Exercise goal –
Check each line of the entries. Copy the ones that contain the string "controls".

Input records –
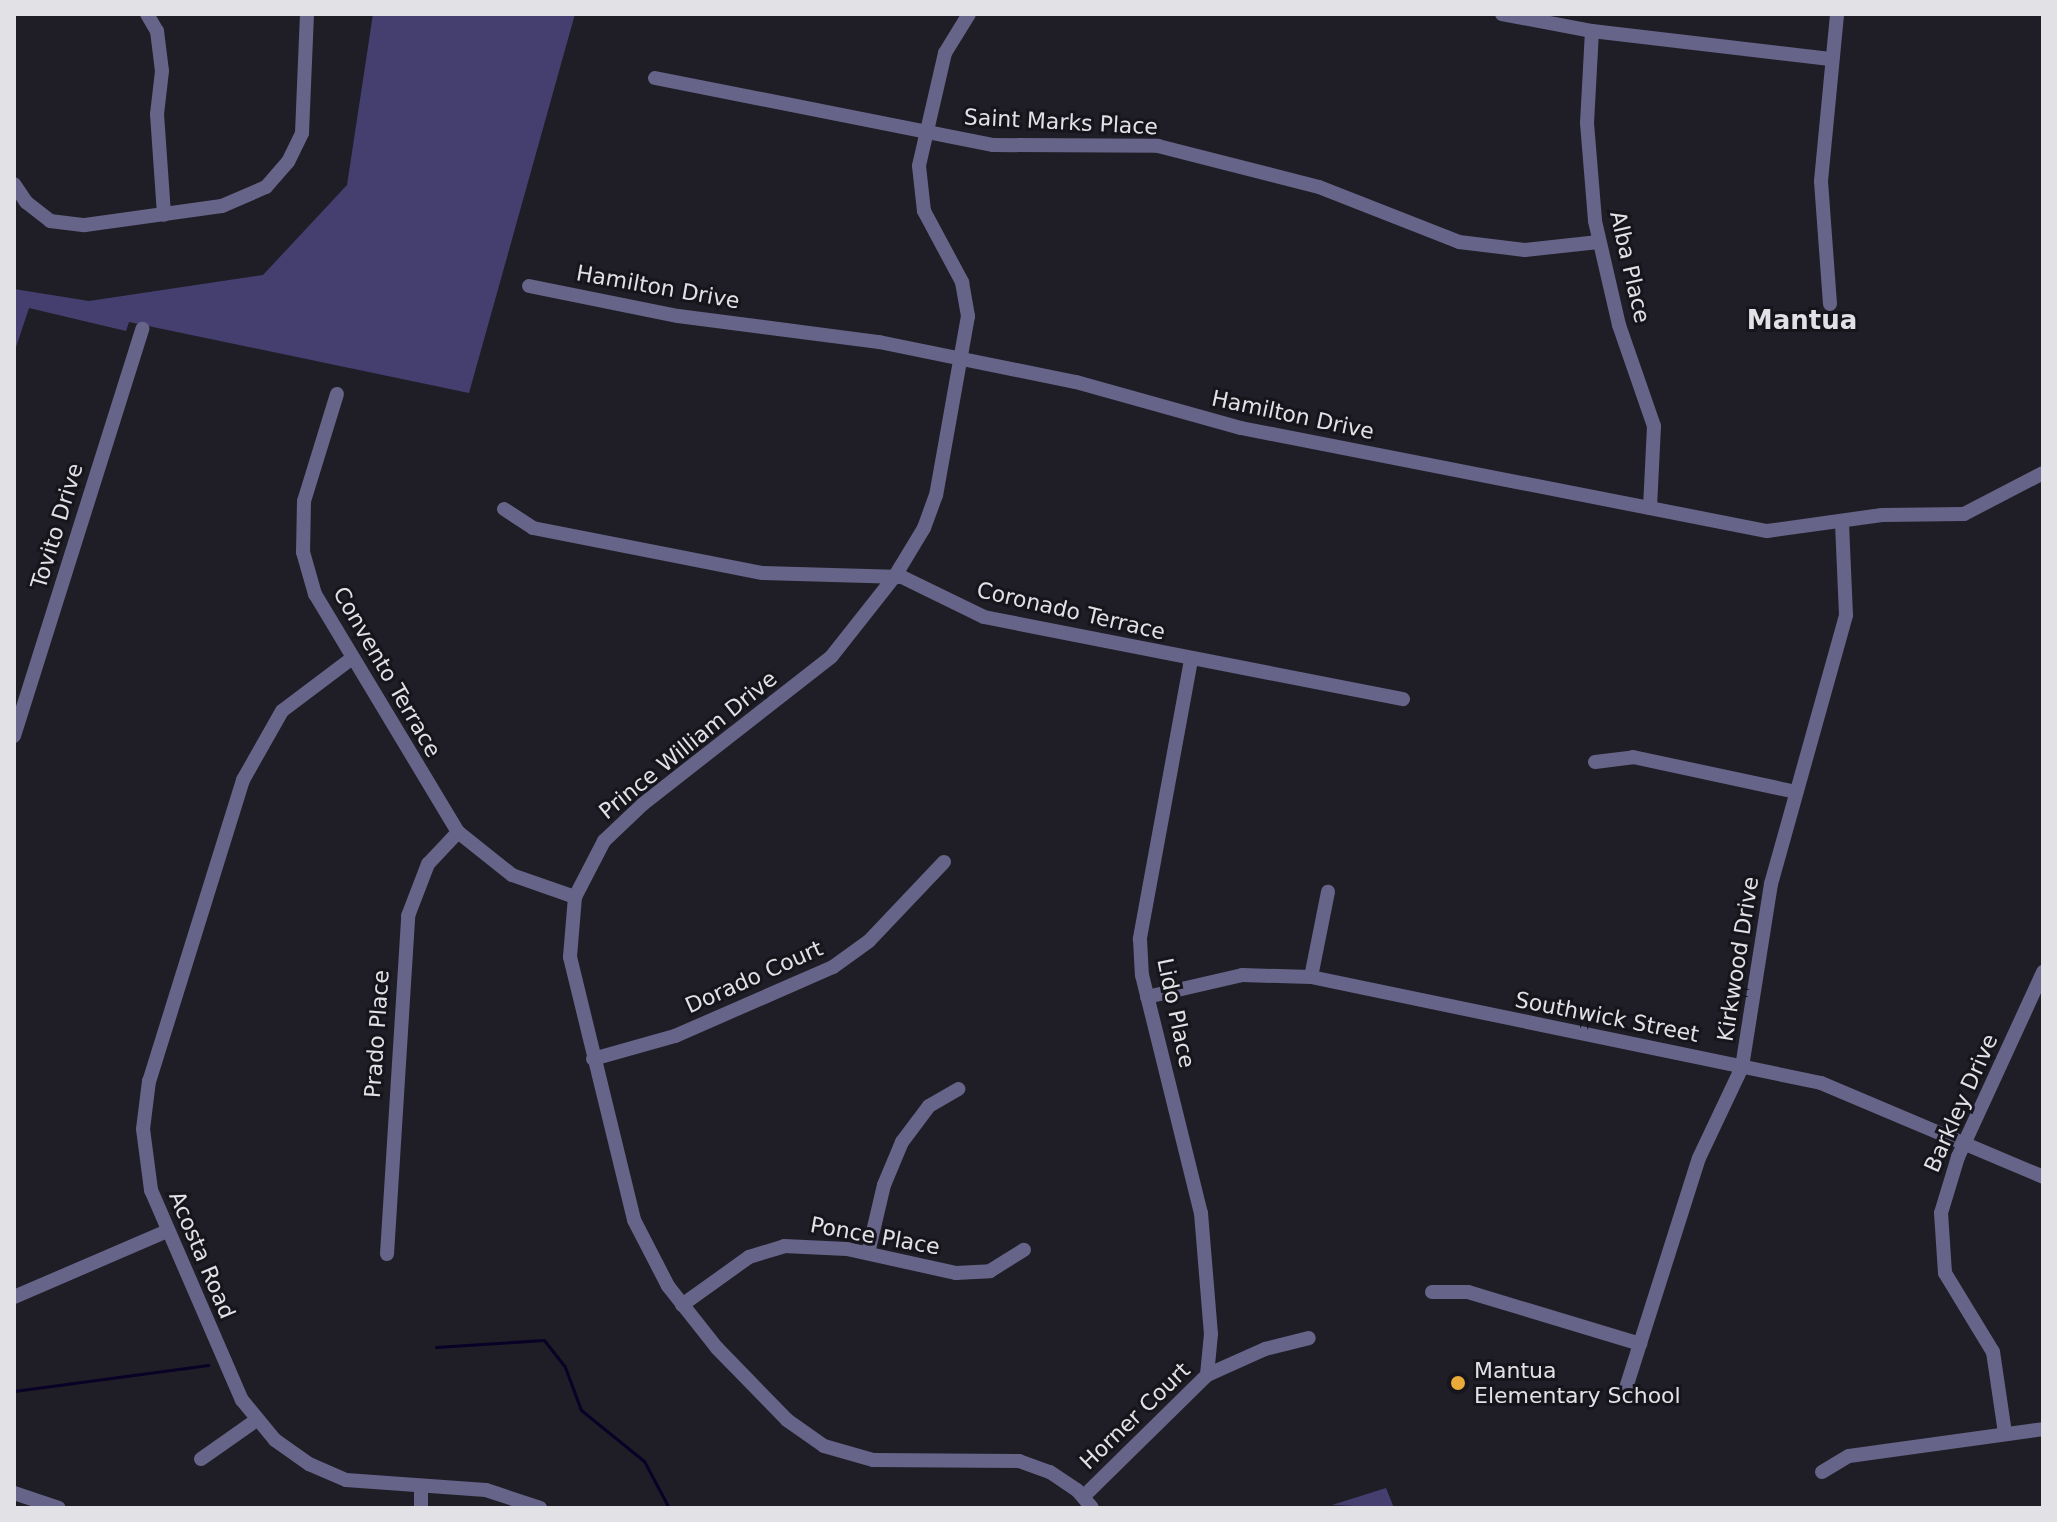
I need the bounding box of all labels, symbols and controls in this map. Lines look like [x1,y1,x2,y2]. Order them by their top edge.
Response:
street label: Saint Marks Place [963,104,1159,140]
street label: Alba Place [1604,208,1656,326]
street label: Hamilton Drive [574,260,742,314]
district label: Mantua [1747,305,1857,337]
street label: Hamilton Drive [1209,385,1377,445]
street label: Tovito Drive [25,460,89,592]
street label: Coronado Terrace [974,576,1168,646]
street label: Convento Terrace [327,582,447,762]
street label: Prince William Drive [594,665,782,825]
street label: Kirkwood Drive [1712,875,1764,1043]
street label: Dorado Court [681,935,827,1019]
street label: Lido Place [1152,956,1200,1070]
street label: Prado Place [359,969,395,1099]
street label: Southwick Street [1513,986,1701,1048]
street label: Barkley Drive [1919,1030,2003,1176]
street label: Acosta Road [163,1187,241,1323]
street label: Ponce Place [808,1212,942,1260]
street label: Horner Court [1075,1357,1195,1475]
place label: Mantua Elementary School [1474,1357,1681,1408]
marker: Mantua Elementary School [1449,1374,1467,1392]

...

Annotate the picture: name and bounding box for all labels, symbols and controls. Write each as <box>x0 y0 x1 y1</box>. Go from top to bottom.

Response to the exercise –
I need the bounding box of all labels, symbols and controls in this map. Lines look like [x1,y1,x2,y2]. Order them by their top edge.
Annotate the picture: name and bounding box for all labels, symbols and controls. Write each as <box>x0 y0 x1 y1</box>. Go from top to bottom.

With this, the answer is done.